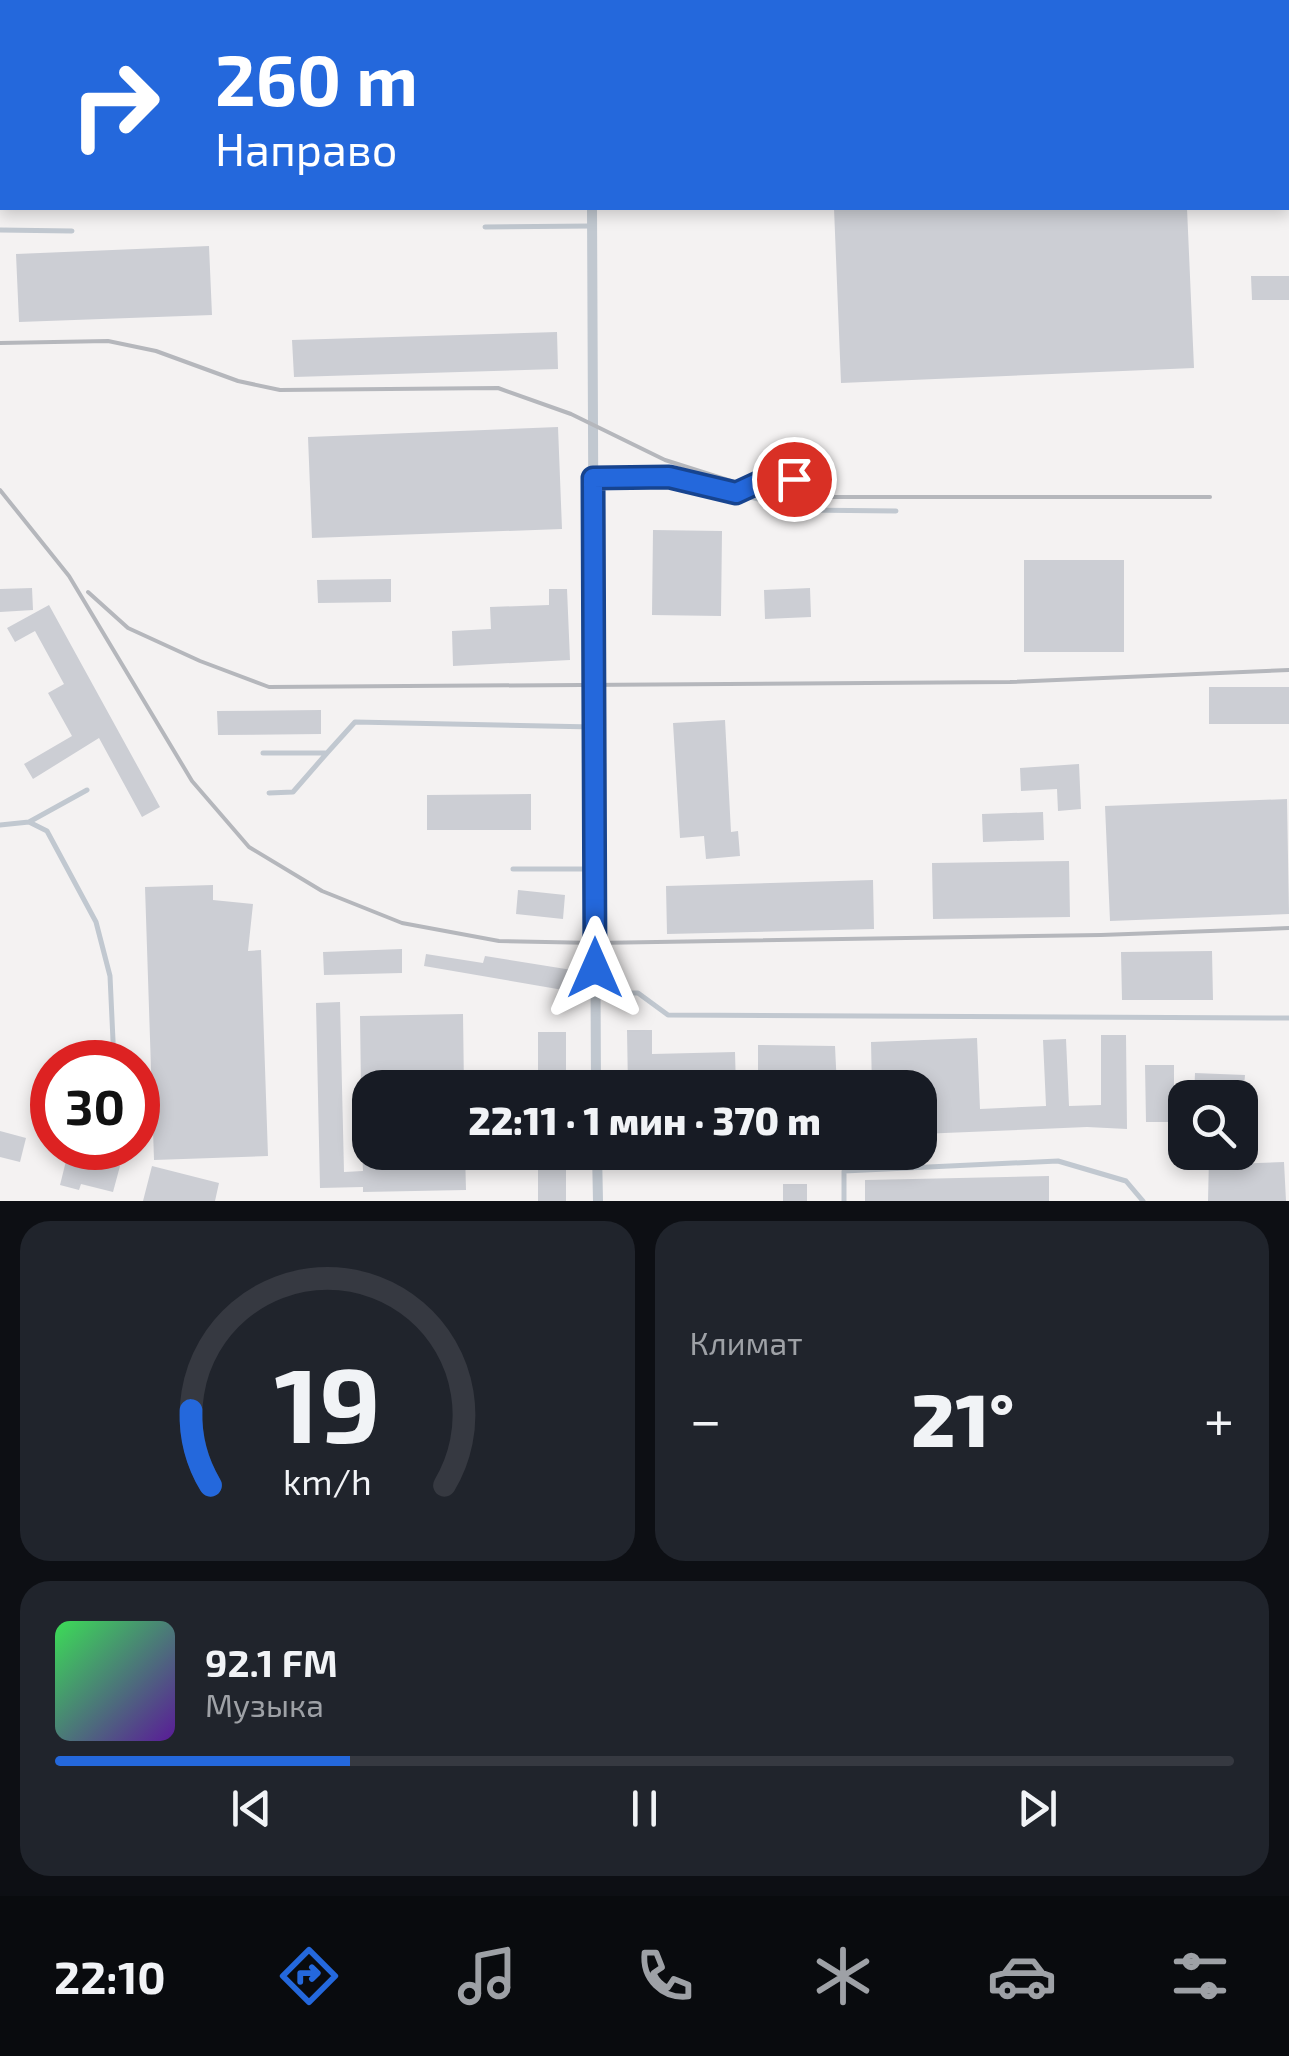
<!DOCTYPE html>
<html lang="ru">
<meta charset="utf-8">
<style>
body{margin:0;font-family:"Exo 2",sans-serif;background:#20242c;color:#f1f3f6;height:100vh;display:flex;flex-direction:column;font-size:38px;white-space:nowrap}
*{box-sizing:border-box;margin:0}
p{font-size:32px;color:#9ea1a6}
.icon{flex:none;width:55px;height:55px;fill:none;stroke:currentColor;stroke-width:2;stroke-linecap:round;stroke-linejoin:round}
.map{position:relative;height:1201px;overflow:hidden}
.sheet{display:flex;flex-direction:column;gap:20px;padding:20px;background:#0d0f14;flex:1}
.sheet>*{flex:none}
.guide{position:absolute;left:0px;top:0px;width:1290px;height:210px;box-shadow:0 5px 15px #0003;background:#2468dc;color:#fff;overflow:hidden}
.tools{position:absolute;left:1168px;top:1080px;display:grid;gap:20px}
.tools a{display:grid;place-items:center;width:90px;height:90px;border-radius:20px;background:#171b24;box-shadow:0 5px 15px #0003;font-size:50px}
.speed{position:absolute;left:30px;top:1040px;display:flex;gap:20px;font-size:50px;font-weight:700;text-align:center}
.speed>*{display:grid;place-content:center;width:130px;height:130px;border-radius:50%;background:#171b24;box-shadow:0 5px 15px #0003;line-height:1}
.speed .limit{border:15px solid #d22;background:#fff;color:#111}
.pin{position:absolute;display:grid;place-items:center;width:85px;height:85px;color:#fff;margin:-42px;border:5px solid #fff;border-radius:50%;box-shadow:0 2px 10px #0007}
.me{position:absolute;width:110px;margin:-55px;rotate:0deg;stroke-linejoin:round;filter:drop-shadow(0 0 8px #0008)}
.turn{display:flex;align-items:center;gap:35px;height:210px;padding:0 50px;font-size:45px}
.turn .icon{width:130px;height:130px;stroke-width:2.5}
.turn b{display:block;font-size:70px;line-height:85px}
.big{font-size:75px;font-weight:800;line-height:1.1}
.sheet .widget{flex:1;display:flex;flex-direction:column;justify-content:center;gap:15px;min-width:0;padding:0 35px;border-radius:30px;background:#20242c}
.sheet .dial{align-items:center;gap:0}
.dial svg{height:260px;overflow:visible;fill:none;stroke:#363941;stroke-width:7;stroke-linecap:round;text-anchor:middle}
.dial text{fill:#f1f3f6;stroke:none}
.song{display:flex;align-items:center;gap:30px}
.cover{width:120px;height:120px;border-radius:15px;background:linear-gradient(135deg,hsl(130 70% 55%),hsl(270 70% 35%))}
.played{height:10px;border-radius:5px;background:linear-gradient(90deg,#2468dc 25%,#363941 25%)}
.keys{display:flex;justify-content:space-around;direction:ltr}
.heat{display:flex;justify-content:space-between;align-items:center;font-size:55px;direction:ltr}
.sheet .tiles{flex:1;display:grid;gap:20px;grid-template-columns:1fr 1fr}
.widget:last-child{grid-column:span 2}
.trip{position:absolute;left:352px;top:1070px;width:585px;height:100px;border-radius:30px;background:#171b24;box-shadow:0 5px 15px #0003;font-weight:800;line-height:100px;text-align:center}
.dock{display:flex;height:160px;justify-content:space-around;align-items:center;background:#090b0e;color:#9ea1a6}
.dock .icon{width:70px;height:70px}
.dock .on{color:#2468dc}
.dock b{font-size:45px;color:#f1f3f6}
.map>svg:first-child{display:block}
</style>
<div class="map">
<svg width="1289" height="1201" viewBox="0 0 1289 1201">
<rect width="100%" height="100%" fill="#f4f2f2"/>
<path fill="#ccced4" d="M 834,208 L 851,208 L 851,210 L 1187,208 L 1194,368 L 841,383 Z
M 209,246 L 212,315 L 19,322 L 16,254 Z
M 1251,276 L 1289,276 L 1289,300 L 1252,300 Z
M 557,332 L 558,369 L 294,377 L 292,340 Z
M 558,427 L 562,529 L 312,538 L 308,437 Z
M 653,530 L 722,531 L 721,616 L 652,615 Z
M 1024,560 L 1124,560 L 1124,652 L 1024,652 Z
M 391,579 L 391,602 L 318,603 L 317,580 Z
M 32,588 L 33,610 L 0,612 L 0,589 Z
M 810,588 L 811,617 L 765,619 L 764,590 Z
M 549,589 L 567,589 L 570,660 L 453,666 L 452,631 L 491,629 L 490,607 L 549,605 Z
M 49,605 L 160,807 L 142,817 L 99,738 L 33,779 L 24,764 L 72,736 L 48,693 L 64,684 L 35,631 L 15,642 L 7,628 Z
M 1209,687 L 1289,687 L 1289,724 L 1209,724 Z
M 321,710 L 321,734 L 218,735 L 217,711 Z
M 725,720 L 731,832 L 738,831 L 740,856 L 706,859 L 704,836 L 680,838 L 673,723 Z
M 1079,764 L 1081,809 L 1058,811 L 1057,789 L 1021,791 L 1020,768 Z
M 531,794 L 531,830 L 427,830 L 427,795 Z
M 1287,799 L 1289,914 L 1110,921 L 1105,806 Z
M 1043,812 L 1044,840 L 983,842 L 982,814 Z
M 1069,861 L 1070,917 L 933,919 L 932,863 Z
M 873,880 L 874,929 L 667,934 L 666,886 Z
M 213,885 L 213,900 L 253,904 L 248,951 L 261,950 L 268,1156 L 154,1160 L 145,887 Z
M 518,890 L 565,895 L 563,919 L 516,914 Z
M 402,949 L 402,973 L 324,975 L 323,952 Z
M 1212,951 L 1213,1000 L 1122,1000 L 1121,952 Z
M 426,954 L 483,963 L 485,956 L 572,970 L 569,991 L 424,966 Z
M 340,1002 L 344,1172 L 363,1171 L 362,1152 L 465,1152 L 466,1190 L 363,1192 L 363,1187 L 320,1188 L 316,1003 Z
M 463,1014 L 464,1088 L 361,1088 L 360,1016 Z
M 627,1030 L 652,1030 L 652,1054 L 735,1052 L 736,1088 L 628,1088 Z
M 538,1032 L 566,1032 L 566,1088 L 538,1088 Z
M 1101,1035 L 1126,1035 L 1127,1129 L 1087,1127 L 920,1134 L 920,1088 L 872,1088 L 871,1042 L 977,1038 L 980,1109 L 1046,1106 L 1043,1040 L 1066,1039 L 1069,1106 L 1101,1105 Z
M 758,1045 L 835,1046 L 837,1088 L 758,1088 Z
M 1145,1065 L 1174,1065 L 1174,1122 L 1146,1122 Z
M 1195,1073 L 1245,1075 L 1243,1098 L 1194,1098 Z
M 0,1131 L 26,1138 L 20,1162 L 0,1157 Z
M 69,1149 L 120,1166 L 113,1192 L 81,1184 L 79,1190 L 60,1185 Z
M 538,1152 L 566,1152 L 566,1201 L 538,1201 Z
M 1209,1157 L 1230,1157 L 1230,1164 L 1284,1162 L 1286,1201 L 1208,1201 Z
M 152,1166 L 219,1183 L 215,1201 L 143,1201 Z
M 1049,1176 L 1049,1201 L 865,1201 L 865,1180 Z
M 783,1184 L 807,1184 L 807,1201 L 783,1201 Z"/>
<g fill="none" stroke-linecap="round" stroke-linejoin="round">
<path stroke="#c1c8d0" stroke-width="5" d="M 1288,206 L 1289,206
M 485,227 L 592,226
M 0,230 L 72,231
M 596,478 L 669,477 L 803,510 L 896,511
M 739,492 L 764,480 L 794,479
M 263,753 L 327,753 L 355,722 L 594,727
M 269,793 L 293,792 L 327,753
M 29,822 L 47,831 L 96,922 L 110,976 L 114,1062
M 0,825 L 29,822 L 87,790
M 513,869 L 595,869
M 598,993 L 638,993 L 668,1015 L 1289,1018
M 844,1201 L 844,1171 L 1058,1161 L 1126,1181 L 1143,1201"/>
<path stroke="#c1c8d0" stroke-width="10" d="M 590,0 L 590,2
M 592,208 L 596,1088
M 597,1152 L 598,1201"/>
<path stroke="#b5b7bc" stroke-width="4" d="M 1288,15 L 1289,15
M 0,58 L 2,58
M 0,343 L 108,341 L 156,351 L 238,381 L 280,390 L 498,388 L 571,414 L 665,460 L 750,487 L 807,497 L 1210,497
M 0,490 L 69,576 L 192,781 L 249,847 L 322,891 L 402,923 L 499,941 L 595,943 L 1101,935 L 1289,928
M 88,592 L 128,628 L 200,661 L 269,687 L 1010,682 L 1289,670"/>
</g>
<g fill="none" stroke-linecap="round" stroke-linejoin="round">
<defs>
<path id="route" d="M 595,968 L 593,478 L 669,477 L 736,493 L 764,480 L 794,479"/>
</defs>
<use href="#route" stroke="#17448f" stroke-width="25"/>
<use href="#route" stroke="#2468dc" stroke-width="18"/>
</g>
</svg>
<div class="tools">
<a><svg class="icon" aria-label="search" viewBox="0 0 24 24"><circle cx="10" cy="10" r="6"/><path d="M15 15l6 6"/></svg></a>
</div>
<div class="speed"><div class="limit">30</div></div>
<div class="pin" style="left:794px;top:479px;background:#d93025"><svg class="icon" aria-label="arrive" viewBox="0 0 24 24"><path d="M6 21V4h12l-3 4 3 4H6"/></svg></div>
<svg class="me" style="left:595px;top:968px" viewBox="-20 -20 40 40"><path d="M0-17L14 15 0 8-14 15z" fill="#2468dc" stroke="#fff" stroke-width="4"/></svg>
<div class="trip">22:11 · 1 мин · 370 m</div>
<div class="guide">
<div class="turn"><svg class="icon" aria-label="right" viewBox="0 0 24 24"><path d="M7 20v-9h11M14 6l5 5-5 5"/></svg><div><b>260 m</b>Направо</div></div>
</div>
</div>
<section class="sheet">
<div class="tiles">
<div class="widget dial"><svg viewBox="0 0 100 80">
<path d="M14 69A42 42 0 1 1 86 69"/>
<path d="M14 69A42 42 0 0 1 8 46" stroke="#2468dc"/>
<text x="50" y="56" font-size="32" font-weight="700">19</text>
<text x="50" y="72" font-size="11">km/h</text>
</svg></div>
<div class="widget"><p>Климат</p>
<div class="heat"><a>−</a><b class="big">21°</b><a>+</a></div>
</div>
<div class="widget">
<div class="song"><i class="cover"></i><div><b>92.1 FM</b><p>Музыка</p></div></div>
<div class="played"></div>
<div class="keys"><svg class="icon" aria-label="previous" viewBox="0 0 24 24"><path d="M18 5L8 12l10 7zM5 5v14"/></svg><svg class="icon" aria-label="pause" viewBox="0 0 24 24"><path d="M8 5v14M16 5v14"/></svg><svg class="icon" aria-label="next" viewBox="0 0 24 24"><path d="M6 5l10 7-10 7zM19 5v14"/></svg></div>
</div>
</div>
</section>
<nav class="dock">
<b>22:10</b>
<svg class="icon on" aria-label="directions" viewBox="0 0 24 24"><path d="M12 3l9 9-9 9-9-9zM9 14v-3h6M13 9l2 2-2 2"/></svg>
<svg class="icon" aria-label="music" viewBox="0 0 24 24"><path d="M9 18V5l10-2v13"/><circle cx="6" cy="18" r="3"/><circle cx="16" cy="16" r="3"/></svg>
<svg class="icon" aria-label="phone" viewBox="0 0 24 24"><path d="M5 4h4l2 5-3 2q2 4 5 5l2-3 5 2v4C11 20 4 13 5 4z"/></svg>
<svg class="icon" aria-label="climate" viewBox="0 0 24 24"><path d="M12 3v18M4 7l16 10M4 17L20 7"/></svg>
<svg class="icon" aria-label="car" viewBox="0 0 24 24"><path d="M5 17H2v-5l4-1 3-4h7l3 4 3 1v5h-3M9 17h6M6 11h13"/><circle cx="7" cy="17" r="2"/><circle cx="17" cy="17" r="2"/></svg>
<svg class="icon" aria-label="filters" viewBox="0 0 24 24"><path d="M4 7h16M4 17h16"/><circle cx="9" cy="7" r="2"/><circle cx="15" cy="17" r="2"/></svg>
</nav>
════════
From the material above, copy exactly the lines between the line holding "M 627,1030 L" and the line holding "M 598,993 L 638,993 L 668,1015 L 1289,1018", inclusive, and only those.

Solution for this task
M 627,1030 L 652,1030 L 652,1054 L 735,1052 L 736,1088 L 628,1088 Z
M 538,1032 L 566,1032 L 566,1088 L 538,1088 Z
M 1101,1035 L 1126,1035 L 1127,1129 L 1087,1127 L 920,1134 L 920,1088 L 872,1088 L 871,1042 L 977,1038 L 980,1109 L 1046,1106 L 1043,1040 L 1066,1039 L 1069,1106 L 1101,1105 Z
M 758,1045 L 835,1046 L 837,1088 L 758,1088 Z
M 1145,1065 L 1174,1065 L 1174,1122 L 1146,1122 Z
M 1195,1073 L 1245,1075 L 1243,1098 L 1194,1098 Z
M 0,1131 L 26,1138 L 20,1162 L 0,1157 Z
M 69,1149 L 120,1166 L 113,1192 L 81,1184 L 79,1190 L 60,1185 Z
M 538,1152 L 566,1152 L 566,1201 L 538,1201 Z
M 1209,1157 L 1230,1157 L 1230,1164 L 1284,1162 L 1286,1201 L 1208,1201 Z
M 152,1166 L 219,1183 L 215,1201 L 143,1201 Z
M 1049,1176 L 1049,1201 L 865,1201 L 865,1180 Z
M 783,1184 L 807,1184 L 807,1201 L 783,1201 Z"/>
<g fill="none" stroke-linecap="round" stroke-linejoin="round">
<path stroke="#c1c8d0" stroke-width="5" d="M 1288,206 L 1289,206
M 485,227 L 592,226
M 0,230 L 72,231
M 596,478 L 669,477 L 803,510 L 896,511
M 739,492 L 764,480 L 794,479
M 263,753 L 327,753 L 355,722 L 594,727
M 269,793 L 293,792 L 327,753
M 29,822 L 47,831 L 96,922 L 110,976 L 114,1062
M 0,825 L 29,822 L 87,790
M 513,869 L 595,869
M 598,993 L 638,993 L 668,1015 L 1289,1018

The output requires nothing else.